Sample Sketch and photo images and their corresponding ZZPLELD images from CUFSF database. (a) Photo-ZZPLELD images after applying \(3\times 3\) LZZBP on both extremum LELD, (b) Sketch-ZZPLELD images after applying \(3\times 3\) LZZBP on both extremum LELD, (c) Photo-ZZPLELD images after applying \(5\times 5\) LZZBP on maximum LELD, (d) Sketch-ZZPLELD images after applying \(5\times 5\) LZZBP on maximum LELD, (e) Photo-ZZPLELD images after applying \(5\times 5\) LZZBP on minimum LELD, (f) Sketch-ZZPLELD images after applying \(5\times 5\) LZZBP on minimum LELD.

3.4 Rank-1 Recognition Results on NIR-VIS CASIA-HFB Database

This database has 200 subjects with probe images captured in the near-infrared and gallery images captured in the visible light. Each and every subject has 4 NIR images and 4 VIS images with pose and expression variations. All the frontal faces in the database are cropped manually by setting approximately the same eye levels and resized to \(120\times 120\) pixels. This database follows standard evaluation protocols.

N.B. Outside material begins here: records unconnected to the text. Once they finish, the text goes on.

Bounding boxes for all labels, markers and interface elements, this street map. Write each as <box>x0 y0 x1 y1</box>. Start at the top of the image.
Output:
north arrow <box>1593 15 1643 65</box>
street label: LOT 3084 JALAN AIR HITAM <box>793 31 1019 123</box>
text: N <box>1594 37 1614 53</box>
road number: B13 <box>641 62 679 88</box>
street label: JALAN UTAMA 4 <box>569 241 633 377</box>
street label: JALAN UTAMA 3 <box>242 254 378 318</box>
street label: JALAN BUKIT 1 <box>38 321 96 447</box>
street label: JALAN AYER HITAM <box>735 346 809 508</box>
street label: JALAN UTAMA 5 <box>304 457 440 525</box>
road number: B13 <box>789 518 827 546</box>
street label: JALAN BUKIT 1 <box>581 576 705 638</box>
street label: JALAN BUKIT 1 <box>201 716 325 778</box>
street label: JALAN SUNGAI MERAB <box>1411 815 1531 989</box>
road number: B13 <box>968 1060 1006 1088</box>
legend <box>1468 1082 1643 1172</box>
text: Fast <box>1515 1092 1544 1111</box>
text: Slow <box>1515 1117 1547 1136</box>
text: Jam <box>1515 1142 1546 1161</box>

Table 5. Rank-1 recognition rates for different methods on CASIA-HFB database of 200 subjects.
Fig. 8.
figure 8

Sample VIS and NIR images and their corresponding ZZPLELD images from CASIA-HFB database, (a) VIS-ZZPLELD images after applying \(3\times 3\) LZZBP on both extremum LELD, (b) NIR-ZZPLELD images after applying \(3\times 3\) LZZBP on both extremum LELD, (c) VIS-ZZPLELD images after applying \(5\times 5\) LZZBP on maximum LELD, (d) NIR-ZZPLELD images after applying \(5\times 5\) LZZBP on maximum LELD, (e) VIS-ZZPLELD images after applying \(5\times 5\) LZZBP on minimum LELD, (f) NIR-ZZPLELD images after applying \(5\times 5\) LZZBP on minimum LELD.

The output result is also tested against other state-of-the-art methods (KP-RS, LCKS-CSR, THFM). Table 5 shows the rank-1 accuracy of the proposed method and other state-of-the-art methods. The rank-1 recognition of all those methods, mentioned above, is found from different published papers. The rank-1 recognition accuracy of the proposed method is 99.39%, and it is better than other methods. One sample NIR-VIS pair image from CASIA-HFB database and its different levels of ZZPLELD is shown in Fig. 8.

4 Conclusion

We have presented a novel modality-invariant feature representation ZZPLELD for HFR. It is a combination of LELD and LZZBP to boost the performance of HFR. The proposed LELD is an illumination-invariant image representation. To capture the local patterns of LELD a novel zigzag binary pattern (LZZBP) is proposed. Since the entire database images used in the experiment are in a frontal mode without rotation, we have not thought about whether LZZBP will work good in huge rotation variations or not.

Experimental results on illumination variations, sketch-photo and NIR-VIS databases, it shows the supremacy in rank-1 recognition than other compared methods. The result shows ZZPLELD has a good verification and discriminating ability in heterogeneous face recognition.

LELD can easily be used as a preprocessing stage to remove illumination variations, and to enhance edge features. Therefore, it has a long range of applications for illumination variations to heterogeneous face recognition. Since the entire database images used in the experiment are in a frontal mode without rotation, we have not thought about whether LZZBP will work well on huge rotation variations or not. In future a rotation-invariant LZZBP can be thought of texture analysis. Again, how ZZPLELD will work on other facial variations like pose, expression, etc. that also need a further investigation. At the same time, a further investigation is also required to search other application domains for ZZPLELD.